If everything is going well, there should be two nodes, both with drbd and lvm. One of the nodes is primary, the other secondary. We created a logical volume on the primary and put some token data there. You're probably curious to see if this replication thing is working.

There is lvm meta-data backed up in /etc/lvm - however that's just a backup. You don't need to synchronize that directory, just scan for the data that has been synchronized to the drbd partion.

To test, on the primary node, deactivate the volume group (you cannot make a primary a secondary while a process has rw access to it):

milo1:/# vgchange -a n my_vg

Make this node the secondary

milo1:/# drbdadm secondary r1

One the secondary node:

milo1:/# drbdadm primary r1
milo2:/# vgscan
milo2:/# vgchange -a y my_vg
milo2:/# mkdir /mnt/lvm1
milo2:/# mount /dev/vg /mnt/lvm1  
milo2:/# ls /mnt/lvm1
 a
 lost+found 
milo2:/# echo c > /mnt/lvm1 d

I think you get the idea. Feel free to play with things. The important part is to get the order correct. When making a primary node a secondary, you need to deactive the volume group, then make the drbd change from primary to secondary. When making a secondary node a primary, first you need to make the primary secondary, then make the secondary primary, scan and activate the volume group. (That made more sense in my head than it probably does reading it.)

heartbeat

1. Install heartbeat on both nodes

milo1:/# apt-get install heartbeat
milo2:/# apt-get install heartbeat

2. Configure heartbeat In debian, the default configuration files can be found is /usr/share/doc/heartbeat.

Here's my configurations - it is not the most basic (for example, all the default configurations use "bcast eth0"), but it is close - I've made a few comments.

ha.cf - defines the cluster nodes

 #
 # begin /etc/heartbeat/ha.cf
 #

 logfacility     local0

 # node names must be resolvable to IP address, 
 # and also match the output of "uname -n" for a given machine
 node milo1 milo2         

 # nodes can also be on separate lines - if you seen it this way, it works as well
 #node milo1 
 #node milo2 

 # my keepalive is longer than most - this is how often (in seconds) that the heart beats..
 keepalive 5   

 # length of time, in seconds, until the peer node is declared dead
 deadtime 90

 # typical default configurations used bcast, not unicast
 #bcast xen-br0

 # local ip is ignored; both are listed so that /etc/ha.d/ha.cf is identical on both machines
 ucast xen-br0 192.168.0.1
 ucast xen-br0 192.168.0.2

 # if one node is primary, and should take resources back after it fails and come back, set to on
 auto_failback on

 # this is because of a problem with permissions for cl_status - explanation will later
 apiauth cl_status uid=root
 #
 # end /etc/heartbeat/ha.cf
 #

The haresources file - what resources are being shared. In this I'm saying that milo1 is "primary", and the shared resources are drbd/lvm (which we've already set up) and the domUs that we define.

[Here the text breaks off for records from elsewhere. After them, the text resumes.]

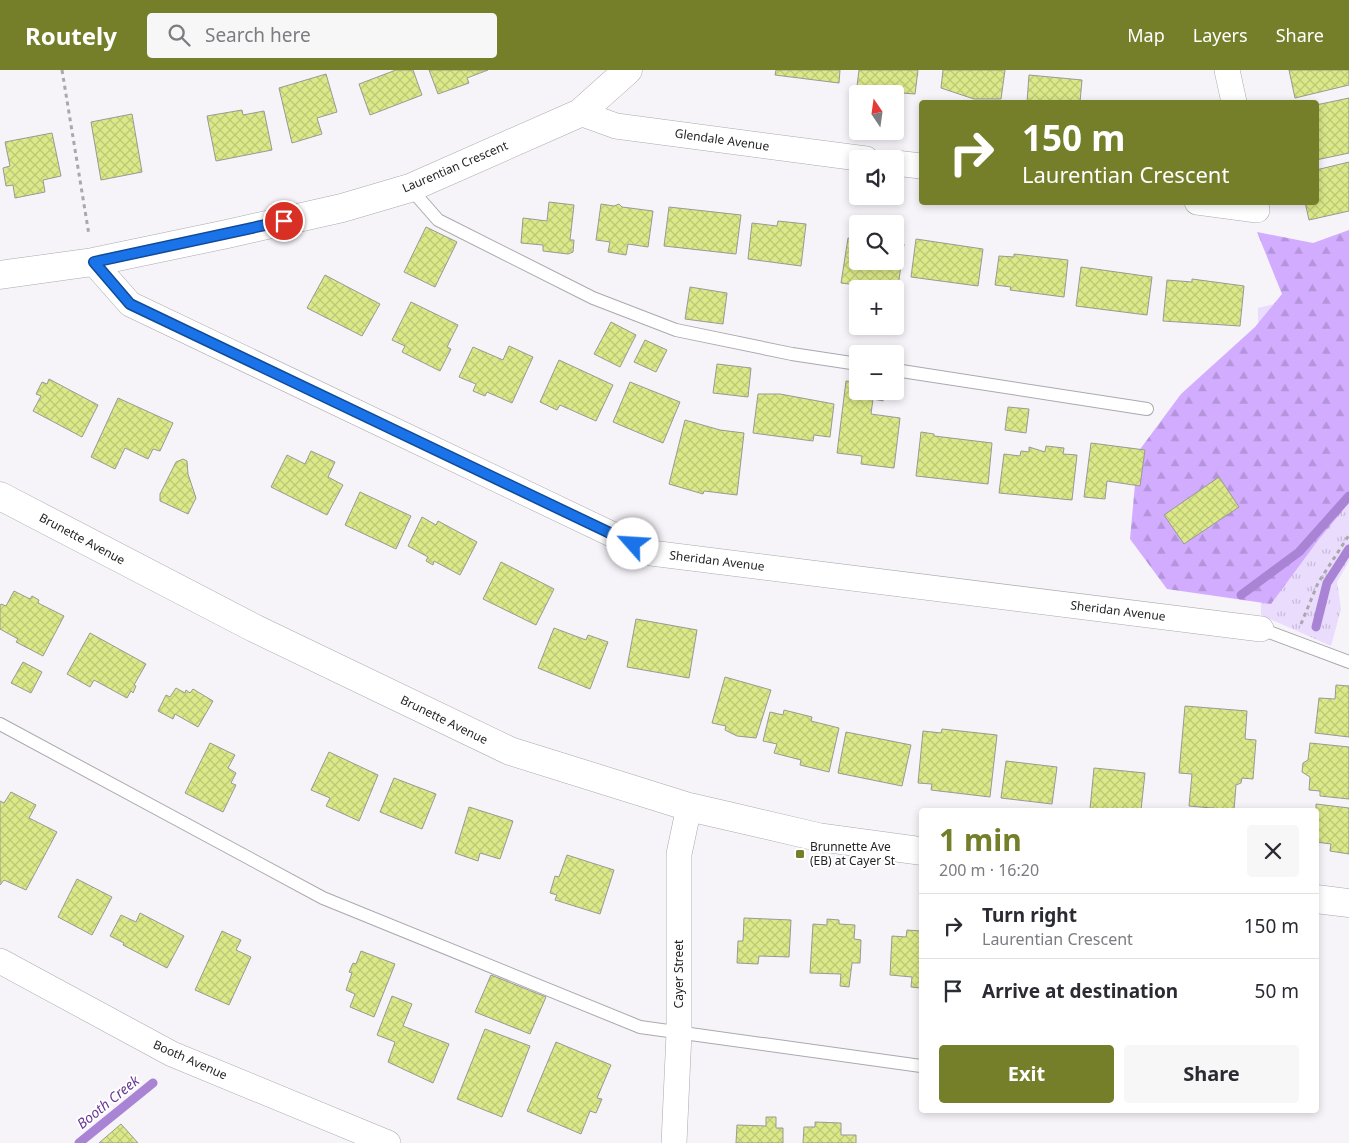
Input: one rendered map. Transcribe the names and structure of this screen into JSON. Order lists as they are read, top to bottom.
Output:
{
  "streets": {
    "main road": ["Laurentian Crescent", "Brunette Avenue"],
    "street": [
      "Glendale Avenue",
      "Sheridan Avenue",
      "Cayer Street",
      "Booth Avenue"
    ]
  },
  "crossings": [
    ["Glendale Avenue", "Laurentian Crescent"],
    ["Laurentian Crescent", "Sheridan Avenue"],
    ["Brunette Avenue", "Cayer Street"]
  ],
  "water": ["Booth Creek"],
  "places": {
    "transit": ["Brunnette Ave (EB) at Cayer St"]
  },
  "north": "top",
  "page": {
    "header": "Routely",
    "search": "Search here",
    "nav": ["Map", "Layers", "Share"],
    "map_buttons": ["+", "−"],
    "turn": ["150 m", "Laurentian Crescent"],
    "heading": ["1 min", "200 m · 16:20"],
    "list": [
      {
        "name": "Turn right",
        "note": "Laurentian Crescent",
        "value": "150 m"
      },
      {
        "name": "Arrive at destination",
        "value": "50 m"
      }
    ],
    "buttons": ["Exit", "Share"]
  }
}
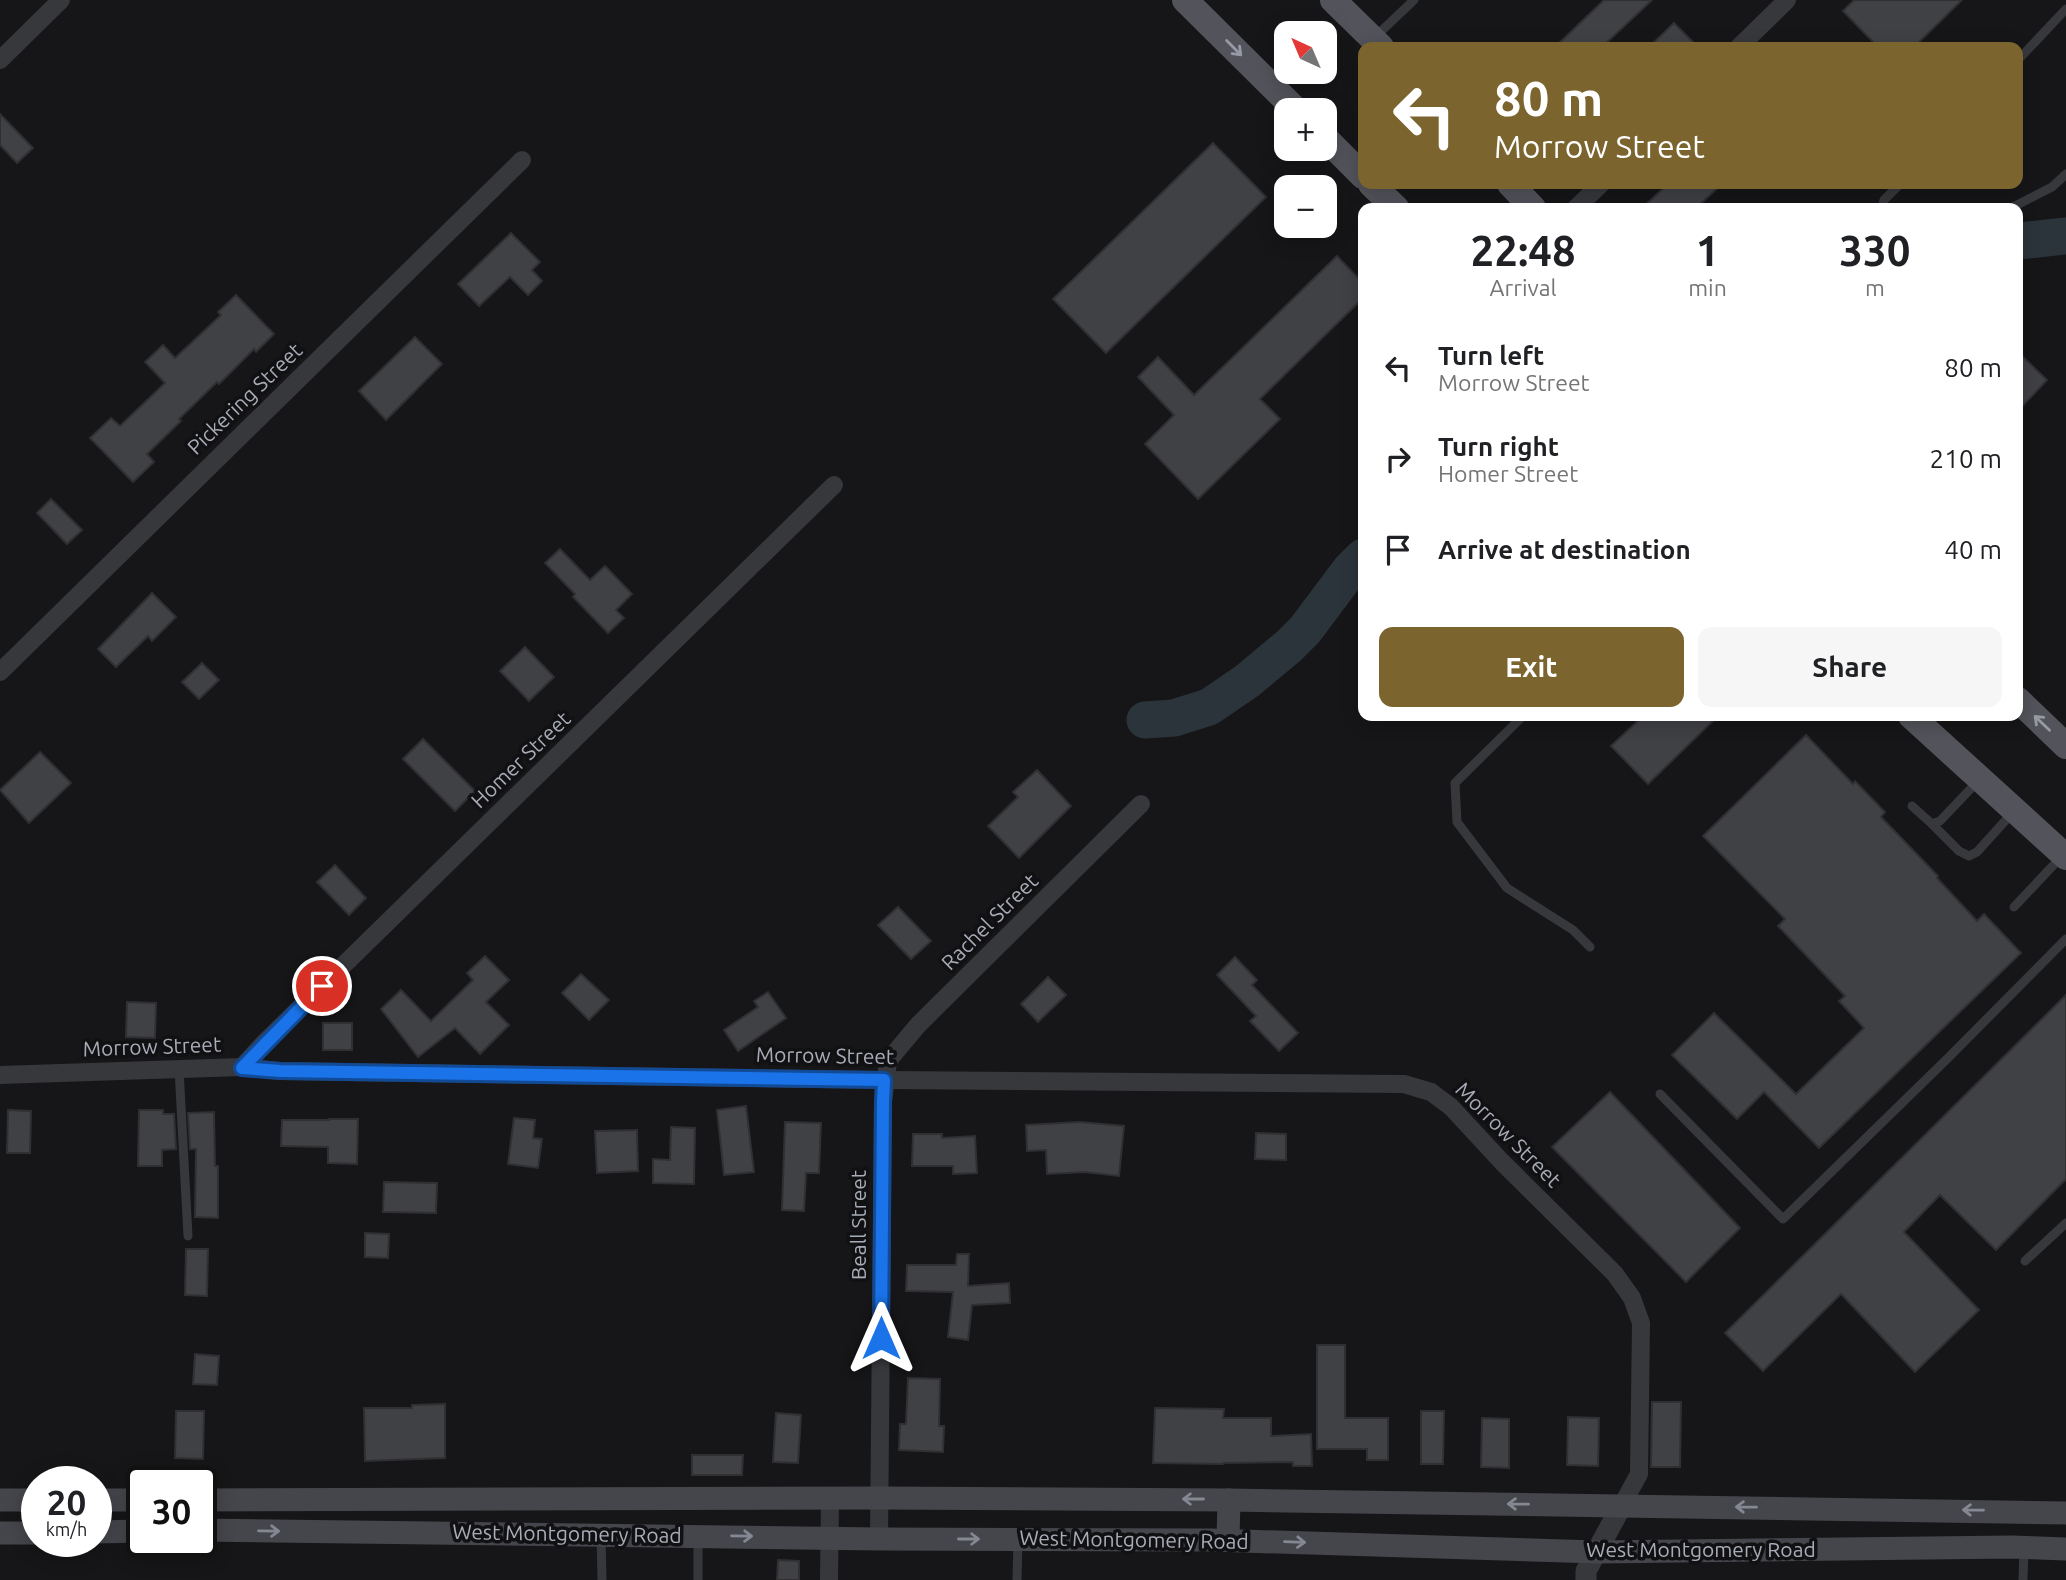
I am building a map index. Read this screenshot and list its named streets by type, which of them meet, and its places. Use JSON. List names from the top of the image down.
{
  "streets": {
    "main road": ["West Montgomery Road"],
    "street": [
      "Pickering Street",
      "Homer Street",
      "Rachel Street",
      "Morrow Street",
      "Beall Street"
    ]
  },
  "crossings": [
    ["Homer Street", "Morrow Street"],
    ["Rachel Street", "Morrow Street"],
    ["Rachel Street", "Beall Street"],
    ["Morrow Street", "Beall Street"],
    ["Morrow Street", "West Montgomery Road"],
    ["Beall Street", "West Montgomery Road"]
  ],
  "north": "top left",
  "page": {
    "map_buttons": ["+", "−"],
    "turn": ["80 m", "Morrow Street"],
    "eta": [
      "22:48",
      "Arrival",
      "1",
      "min",
      "330",
      "m"
    ],
    "list": [
      {
        "name": "Turn left",
        "note": "Morrow Street",
        "value": "80 m"
      },
      {
        "name": "Turn right",
        "note": "Homer Street",
        "value": "210 m"
      },
      {
        "name": "Arrive at destination",
        "value": "40 m"
      }
    ],
    "buttons": ["Exit", "Share"],
    "speed": "20 km/h",
    "limit": "30"
  }
}
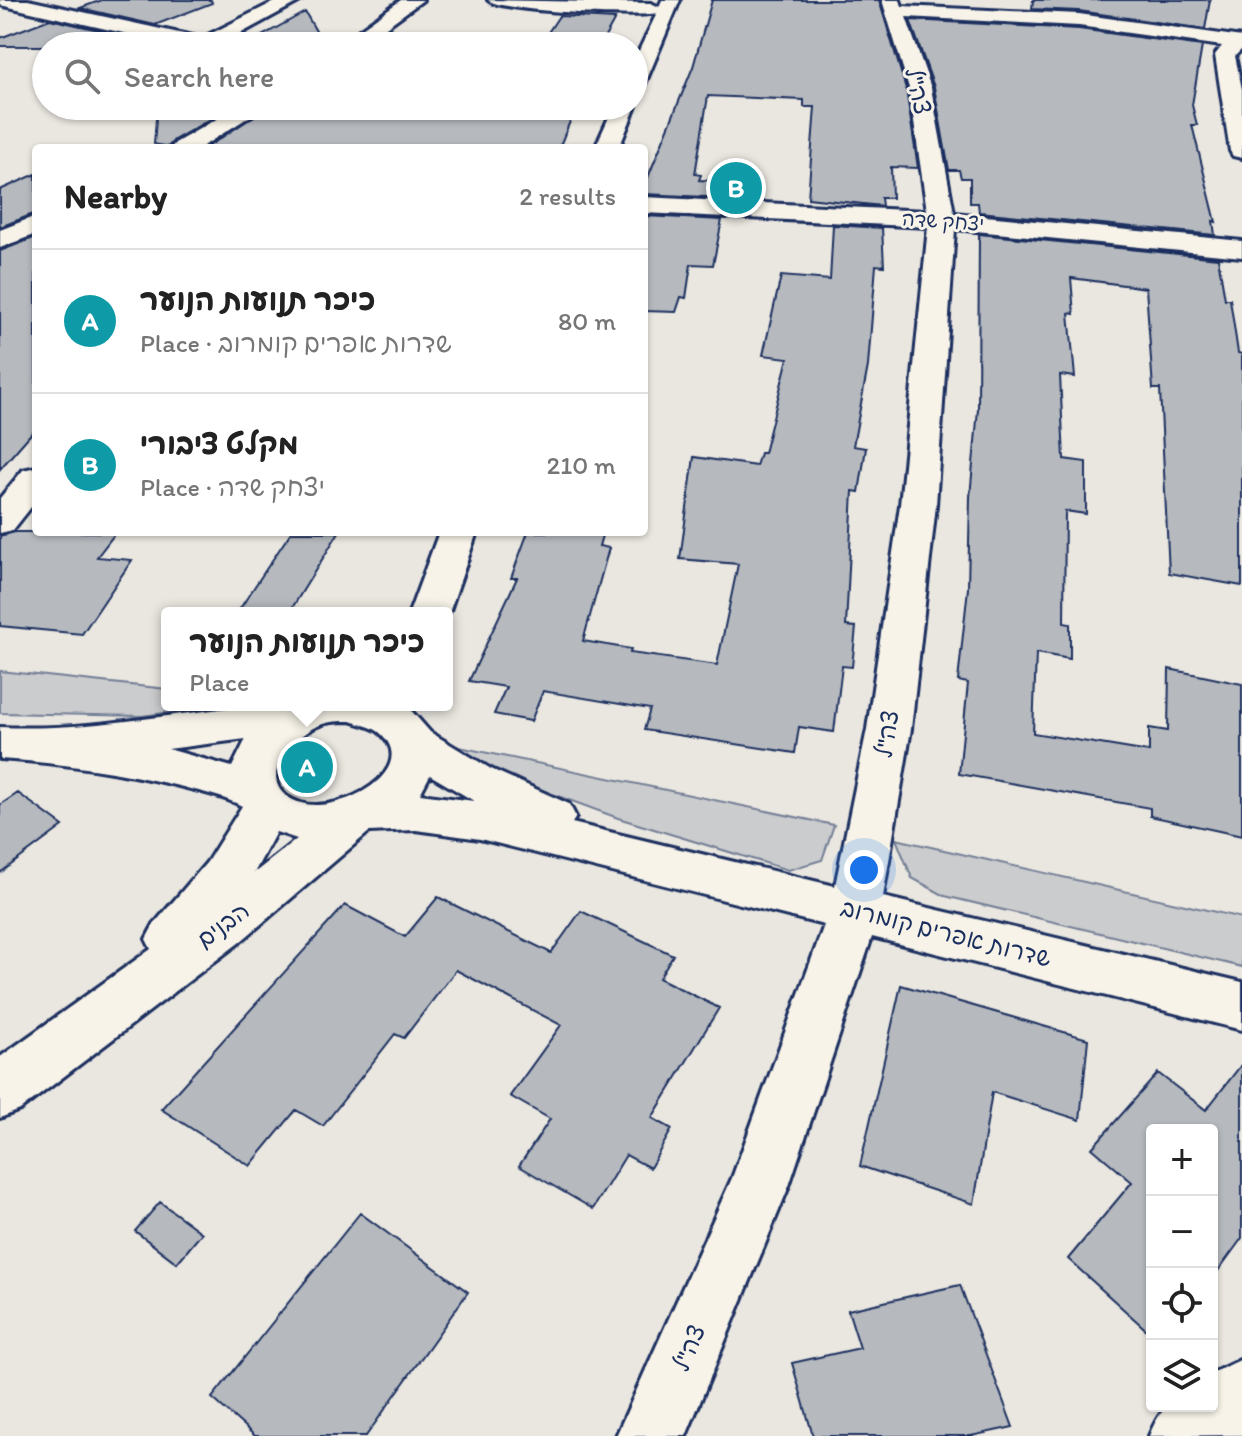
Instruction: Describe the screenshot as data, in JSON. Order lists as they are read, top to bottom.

# /etc/heartbeat/haresources
#
milo1 drbddisk::r1 LVM::vg xenHA 

I made a mess of the "xendomains" script to start things. The original xendomains script:

*normally lives in "/etc/init.d/xendomains." 
*on "xendomains start" it starts the domains with configurations in /etc/xen/auto
*on "xendomains stop" it stops all running domains
*if there are already domains running, it exits and won't start domains 

I copied it to "/etc/ha.d/resource.d/xenHA." My version:

*on "xenHA start" it starts the domains with configurations in /etc/xen/ha.d
*on "xendomains stop" it stops all running domains
*if there are already domains running, it stops them and continues 

You'll no doubt want to decide what behaviour works best in your circumstances, so I won't post my version here. Given that we are mirroring, a clean shutdown after failure of a node is less critical (since the other node already has "control" of the file system) but clean shutdown is still desirable since (hopefully) most failovers will be intentional. Start-up behavior is most important, and what you want to do really depends on what the backup machine was doing while it was waiting to be called into service (for example, ours has a storage intensive but non-critical application that it runs to keep itself busy, and should be shutdown in a failover situation so that the critical apps have all cpu/memory resources).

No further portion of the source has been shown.